Mais ces évolutions indéniables, en termes d’accès au marché du travail, ne doivent pas occulter de forts points de clivages dans les destinées et conditions professionnelles des femmes et des hommes, clivages dus notamment à leurs différences d’orientations scolaires. A l’issue des formations du secondaire, « héritage » d’un système de formation professionnelle très ségrégué, plus de 60% des jeunes femmes occupent des emplois classés dans la catégorie « employé·es », contre moins de 30% des jeunes hommes de mêmes niveaux de formation. À l’inverse, ces derniers investissent toujours massivement les emplois de la catégorie « ouvrier·es » (près de 50% d’entre eux contre environ 10% des jeunes femmes). Du côté des diplômé·es de l’enseignement supérieur, les femmes devraient être plus souvent cadres qu’elles ne le sont : à niveau de diplôme équivalent, elles accèdent moins souvent à cette catégorie que les hommes ; leur surinvestissement éducatif ne se traduisant pas par une amélioration significative de leur situation salariale (Di Paola et Épiphane, 2023).
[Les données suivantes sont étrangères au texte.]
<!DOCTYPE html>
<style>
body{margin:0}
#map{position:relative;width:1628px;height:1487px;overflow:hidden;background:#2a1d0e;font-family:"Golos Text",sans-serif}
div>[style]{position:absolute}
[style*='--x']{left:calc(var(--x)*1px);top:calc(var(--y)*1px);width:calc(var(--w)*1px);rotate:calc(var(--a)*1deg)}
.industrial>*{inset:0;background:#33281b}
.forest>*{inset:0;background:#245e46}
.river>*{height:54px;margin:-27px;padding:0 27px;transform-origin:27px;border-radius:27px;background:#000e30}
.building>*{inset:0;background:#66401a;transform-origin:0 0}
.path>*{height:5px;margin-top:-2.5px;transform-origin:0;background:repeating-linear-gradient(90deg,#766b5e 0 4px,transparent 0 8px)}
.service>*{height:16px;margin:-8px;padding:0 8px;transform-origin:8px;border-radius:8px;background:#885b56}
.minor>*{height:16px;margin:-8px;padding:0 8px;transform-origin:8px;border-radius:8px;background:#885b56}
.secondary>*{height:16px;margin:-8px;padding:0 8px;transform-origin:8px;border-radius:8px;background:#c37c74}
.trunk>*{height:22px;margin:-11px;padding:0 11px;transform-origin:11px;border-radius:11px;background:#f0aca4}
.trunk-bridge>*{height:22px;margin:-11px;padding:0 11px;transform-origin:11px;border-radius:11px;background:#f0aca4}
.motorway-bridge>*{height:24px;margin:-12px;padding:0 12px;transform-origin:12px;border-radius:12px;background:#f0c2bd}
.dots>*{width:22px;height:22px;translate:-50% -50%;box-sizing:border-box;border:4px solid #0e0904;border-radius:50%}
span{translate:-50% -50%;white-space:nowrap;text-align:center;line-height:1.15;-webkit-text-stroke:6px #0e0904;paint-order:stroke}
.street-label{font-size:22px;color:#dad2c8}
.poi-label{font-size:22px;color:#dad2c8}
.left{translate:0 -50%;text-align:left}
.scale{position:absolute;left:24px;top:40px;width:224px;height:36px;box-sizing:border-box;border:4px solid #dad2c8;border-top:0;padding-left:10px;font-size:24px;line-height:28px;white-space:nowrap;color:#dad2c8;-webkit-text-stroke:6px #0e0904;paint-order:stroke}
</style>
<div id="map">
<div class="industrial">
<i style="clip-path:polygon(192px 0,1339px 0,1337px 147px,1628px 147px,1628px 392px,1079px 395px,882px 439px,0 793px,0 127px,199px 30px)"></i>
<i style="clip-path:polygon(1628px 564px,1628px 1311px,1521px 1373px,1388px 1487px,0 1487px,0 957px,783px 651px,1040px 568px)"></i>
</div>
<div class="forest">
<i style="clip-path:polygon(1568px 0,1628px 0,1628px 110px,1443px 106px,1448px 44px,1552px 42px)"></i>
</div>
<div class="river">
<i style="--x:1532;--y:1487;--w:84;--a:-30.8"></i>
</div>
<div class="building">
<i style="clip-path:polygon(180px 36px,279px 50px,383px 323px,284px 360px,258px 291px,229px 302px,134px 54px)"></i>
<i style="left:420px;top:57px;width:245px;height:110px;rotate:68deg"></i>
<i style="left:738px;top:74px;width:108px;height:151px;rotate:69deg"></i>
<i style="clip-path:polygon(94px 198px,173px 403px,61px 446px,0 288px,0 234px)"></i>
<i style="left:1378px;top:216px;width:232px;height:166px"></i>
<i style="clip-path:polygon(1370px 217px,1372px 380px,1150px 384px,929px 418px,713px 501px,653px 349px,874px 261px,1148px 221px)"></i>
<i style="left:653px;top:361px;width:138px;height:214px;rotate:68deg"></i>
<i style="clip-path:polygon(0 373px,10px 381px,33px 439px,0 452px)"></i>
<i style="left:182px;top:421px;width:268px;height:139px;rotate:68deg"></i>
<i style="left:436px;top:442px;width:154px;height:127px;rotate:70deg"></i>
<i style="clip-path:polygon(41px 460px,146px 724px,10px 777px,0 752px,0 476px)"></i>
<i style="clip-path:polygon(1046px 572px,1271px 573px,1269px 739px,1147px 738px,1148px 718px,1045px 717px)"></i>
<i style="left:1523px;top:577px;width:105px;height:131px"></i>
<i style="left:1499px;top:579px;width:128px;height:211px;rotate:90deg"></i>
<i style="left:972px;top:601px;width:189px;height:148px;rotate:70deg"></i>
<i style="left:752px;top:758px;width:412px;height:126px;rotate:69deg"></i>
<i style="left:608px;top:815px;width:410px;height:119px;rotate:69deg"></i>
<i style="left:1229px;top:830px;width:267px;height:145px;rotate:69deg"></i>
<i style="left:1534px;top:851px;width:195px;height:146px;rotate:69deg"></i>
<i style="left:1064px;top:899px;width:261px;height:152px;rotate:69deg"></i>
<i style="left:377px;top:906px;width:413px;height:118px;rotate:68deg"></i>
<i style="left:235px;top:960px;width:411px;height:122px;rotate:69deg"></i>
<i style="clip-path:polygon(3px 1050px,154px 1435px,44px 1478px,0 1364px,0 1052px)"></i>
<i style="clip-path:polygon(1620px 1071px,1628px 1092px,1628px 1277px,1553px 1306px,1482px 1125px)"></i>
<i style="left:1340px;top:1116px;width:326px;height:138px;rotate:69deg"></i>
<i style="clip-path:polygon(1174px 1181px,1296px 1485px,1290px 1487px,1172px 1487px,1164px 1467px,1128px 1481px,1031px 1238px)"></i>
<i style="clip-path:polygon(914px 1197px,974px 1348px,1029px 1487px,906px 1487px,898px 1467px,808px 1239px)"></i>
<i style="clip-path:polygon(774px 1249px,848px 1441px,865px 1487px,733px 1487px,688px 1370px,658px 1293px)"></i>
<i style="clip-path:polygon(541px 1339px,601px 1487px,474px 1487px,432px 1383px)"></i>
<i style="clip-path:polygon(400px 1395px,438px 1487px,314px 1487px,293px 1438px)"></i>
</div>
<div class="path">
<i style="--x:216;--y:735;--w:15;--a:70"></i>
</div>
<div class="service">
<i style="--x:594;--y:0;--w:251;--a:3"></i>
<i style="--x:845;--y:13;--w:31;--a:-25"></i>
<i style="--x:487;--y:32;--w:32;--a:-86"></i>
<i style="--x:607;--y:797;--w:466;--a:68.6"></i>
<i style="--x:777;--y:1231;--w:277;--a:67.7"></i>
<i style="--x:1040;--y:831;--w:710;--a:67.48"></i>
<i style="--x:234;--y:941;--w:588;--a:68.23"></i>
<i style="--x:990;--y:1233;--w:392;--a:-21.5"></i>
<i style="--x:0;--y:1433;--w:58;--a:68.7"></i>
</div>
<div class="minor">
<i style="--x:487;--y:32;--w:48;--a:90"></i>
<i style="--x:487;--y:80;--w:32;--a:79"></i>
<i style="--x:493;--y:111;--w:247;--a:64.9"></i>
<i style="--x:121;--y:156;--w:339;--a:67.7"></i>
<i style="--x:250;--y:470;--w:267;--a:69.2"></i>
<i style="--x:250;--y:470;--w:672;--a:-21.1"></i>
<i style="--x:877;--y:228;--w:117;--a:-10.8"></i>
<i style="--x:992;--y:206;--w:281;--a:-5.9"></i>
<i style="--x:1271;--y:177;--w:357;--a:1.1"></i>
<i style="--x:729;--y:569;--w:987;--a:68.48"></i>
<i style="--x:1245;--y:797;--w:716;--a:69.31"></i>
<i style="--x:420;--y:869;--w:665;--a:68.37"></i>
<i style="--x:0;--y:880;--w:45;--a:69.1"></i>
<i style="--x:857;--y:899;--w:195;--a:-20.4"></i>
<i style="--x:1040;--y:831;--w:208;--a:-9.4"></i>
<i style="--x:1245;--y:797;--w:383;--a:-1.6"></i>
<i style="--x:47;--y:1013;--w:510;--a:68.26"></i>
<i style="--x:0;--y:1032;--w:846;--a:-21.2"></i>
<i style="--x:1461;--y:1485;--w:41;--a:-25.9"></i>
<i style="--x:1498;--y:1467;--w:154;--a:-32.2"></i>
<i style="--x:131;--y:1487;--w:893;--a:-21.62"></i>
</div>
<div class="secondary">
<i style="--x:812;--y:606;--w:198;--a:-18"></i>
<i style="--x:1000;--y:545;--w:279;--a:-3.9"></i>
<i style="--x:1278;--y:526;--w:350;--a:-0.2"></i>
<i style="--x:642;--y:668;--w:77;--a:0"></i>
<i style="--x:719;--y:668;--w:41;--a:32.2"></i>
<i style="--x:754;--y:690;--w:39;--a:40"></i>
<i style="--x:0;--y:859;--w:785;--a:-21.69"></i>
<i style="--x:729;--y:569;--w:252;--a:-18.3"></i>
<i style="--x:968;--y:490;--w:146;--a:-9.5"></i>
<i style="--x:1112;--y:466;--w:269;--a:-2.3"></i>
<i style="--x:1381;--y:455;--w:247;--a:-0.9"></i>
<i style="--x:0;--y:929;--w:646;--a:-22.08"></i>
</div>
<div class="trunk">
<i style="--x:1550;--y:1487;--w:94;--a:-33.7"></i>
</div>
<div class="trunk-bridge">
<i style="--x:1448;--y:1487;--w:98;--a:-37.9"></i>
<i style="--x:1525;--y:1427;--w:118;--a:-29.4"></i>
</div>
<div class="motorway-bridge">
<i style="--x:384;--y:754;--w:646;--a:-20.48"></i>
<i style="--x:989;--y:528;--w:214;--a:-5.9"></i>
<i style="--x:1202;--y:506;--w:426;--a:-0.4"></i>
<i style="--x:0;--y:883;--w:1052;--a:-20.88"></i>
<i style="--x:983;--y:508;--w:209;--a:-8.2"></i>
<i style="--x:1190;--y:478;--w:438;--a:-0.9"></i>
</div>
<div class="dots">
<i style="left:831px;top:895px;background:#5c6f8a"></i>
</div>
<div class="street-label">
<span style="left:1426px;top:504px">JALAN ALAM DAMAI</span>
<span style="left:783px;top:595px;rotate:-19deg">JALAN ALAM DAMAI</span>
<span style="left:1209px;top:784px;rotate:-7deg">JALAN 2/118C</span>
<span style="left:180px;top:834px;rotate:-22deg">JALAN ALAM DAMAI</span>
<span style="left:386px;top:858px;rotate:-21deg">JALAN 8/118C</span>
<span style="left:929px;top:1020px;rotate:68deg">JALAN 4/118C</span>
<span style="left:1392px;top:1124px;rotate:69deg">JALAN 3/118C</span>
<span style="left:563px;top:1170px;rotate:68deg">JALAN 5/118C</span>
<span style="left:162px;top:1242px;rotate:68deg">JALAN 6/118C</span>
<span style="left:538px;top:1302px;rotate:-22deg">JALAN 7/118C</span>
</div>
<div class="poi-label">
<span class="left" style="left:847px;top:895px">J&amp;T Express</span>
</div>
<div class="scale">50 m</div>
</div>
La dernière enquête « Génération » [2], montre en effet des disparités persistantes entre femmes et hommes parmi les jeunes diplômé·es de l’enseignement supérieur. Ainsi, à l’issue des diplômes de Bac+5 ou plus, qui conduisent le plus fréquemment aux emplois de cadres, on observe un différentiel de 18 points en moyenne entre femmes et hommes (62% versus 80%). Ces écarts sont les plus forts après un Master (19 points) mais restent conséquents à l’issue des écoles de commerce (11 points) et même des écoles d’ingénieurs (8 points) (Épiphane et al., 2023). De surcroît, non seulement les femmes sont moins souvent cadres que leur niveau d’études pourrait le laisser espérer, mais elles continuent aussi d’accuser un retard sensible dès lors qu’il s’agit d’accéder à un poste de cadre associé à une fonction d’encadrement (manager). Les femmes sont susceptibles d’encourir une plus grande défiance des employeurs dès lors que sont en jeu des postes à responsabilités. Le présupposé d’un rapport au travail plus discontinu ou plus lâche des jeunes femmes, du fait de leur implication plus forte que celle de leur conjoint dans la sphère domestique et familiale, peut susciter des comportements discriminatoires à leur égard, en particulier quand il s’agit d’atteindre ces fonctions dont la dimension chronophage constitue un frein potentiel. Ainsi, alors qu’en 2010 les jeunes femmes représentaient près de 55% des sortant·es de l’enseignement supérieur, elles ne constituaient, après sept années de vie active que 40% des cadres managers (Dupray et Épiphane, 2019).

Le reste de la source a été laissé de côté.